Vincent Weber · 04-22-2024, 08:53 AM

Many thanks Angel ! Very interesting.
40s is twice is fast as the 15C version, which is consistent since the '41 is twice as fast as the 15C in general Smile

Just one question, I'm not familiar with 41Z, but do ZSTO/ZRCL work on complex registers ? So they need to be contiguous ? I'm intrigued because I see some ZSTO 03 and ZSTO 04 in your listing, how does it work ?

I don't think I deserve to have my name next to Valentin's and yours for this module Smile

Kind of you, but I have done nothing much, just blind conversion !

Cheers

Ángel Martin · (This post was last modified: 04-22-2024 09:52 AM by Ángel Martin.)

yes, the 41Z uses complex registers - which in turn are nothing more than pairs of contiguous real registers managed automatically by the STO/RCL/Z<>/VIEW/etc. functions.

You can peruse the HP-41Z Manual at your leisure if you're interested, it's available here

Cheers

Vincent Weber · 04-22-2024, 09:51 AM

(04-22-2024 09:48 AM)Ángel Martin Wrote: yes, the 41Z uses complex registers p which in turn are nothing more than pairs of contiguous real registers managed by the STO/RCL/Z<>/VIEW/etc. functions automatically.

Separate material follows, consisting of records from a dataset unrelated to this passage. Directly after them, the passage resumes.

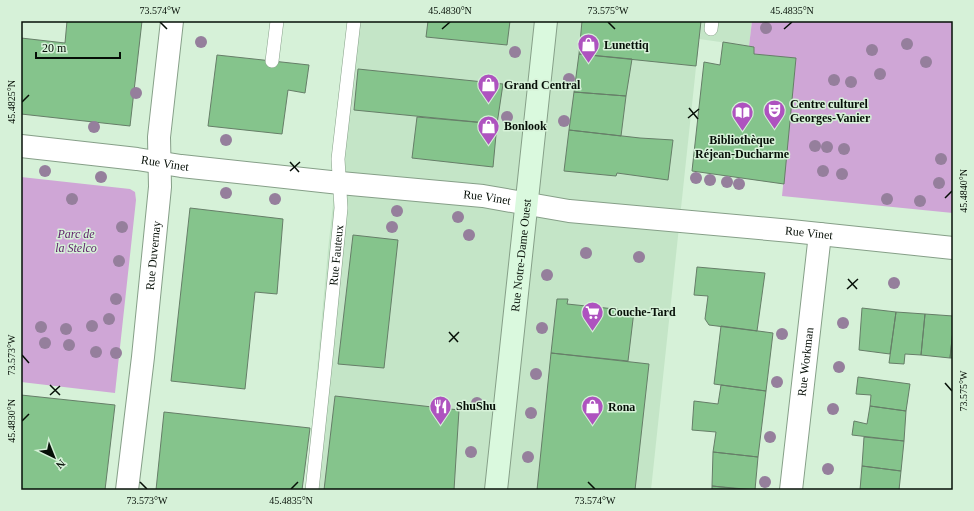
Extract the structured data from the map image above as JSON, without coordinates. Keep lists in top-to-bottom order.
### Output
{
  "streets": {
    "main road": ["Rue Notre-Dame Ouest"],
    "street": ["Rue Vinet", "Rue Duvernay", "Rue Workman"],
    "lane": ["Rue Fauteux"]
  },
  "crossings": [
    ["Rue Vinet", "Rue Duvernay"],
    ["Rue Vinet", "Rue Fauteux"],
    ["Rue Vinet", "Rue Notre-Dame Ouest"],
    ["Rue Vinet", "Rue Workman"]
  ],
  "parks": ["Parc de la Stelco"],
  "places": {
    "shop": [
      "Lunettiq",
      "Grand Central",
      "Bonlook",
      "Rona"
    ],
    "theatre": ["Centre culturel Georges-Vanier"],
    "library": ["Bibliothèque Réjean-Ducharme"],
    "supermarket": ["Couche-Tard"],
    "restaurant": ["ShuShu"]
  },
  "scale_bar": "20 m",
  "north": "bottom right",
  "coordinates": [
    "73.574°W",
    "45.4830°N",
    "73.575°W",
    "45.4835°N",
    "45.4825°N",
    "45.4840°N",
    "73.573°W"
  ]
}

You can peruse the HP-41Z Manual at your leisure if you're interested, it's available here

Cheers

Thanks !
I have no doubt that 41Z really shines. The problem is, it was not available in the 20th century, so you can't say that it beats the 15. Otherwise, Mathematica also does, but this is utterly unfair... Smile

There was a complex stack à la 15C developped in 1986 as part of the Toulouse "ROM". But this "ROM" was never more than an EPROM at the time, so I guess nobody could use it...

Cheers

Ángel Martin · (This post was last modified: 04-22-2024 05:34 PM by Ángel Martin.)

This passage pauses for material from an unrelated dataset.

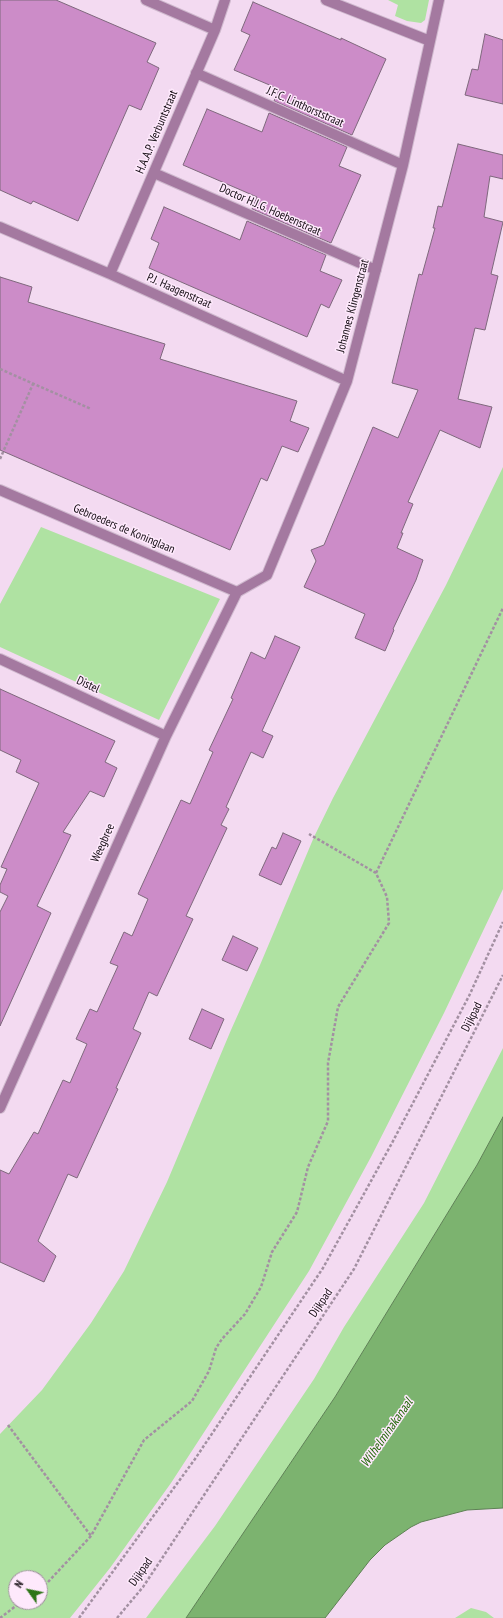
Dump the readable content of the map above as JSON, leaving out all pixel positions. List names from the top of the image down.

Actually I beg to disagree with your Mathematica comparison: consider that the 41Z uses exclusively coconut MCODE and calls to the 41-OS, therefore it properly and fairly is the very same machine and thus should be considered part of the same achievement, no matter when it got "released" ;-)

Vincent Weber · 04-22-2024, 05:35 PM

(04-22-2024 05:33 PM)Ángel Martin Wrote: Actually I beg to disagree with your Mathematica comparison: consider that the 41Z uses exclusively coconut MCODE and calls to the 41-OS, therefore it properly and fairly is the very same machine and thus should be considered part of the same achievement ;-)

Yeah, I see your point Smile

41Z is what HP should have included in the advantage pack. If they could do something like that for the 15C in 1982, they should have been able to do it in 1985 for the '41!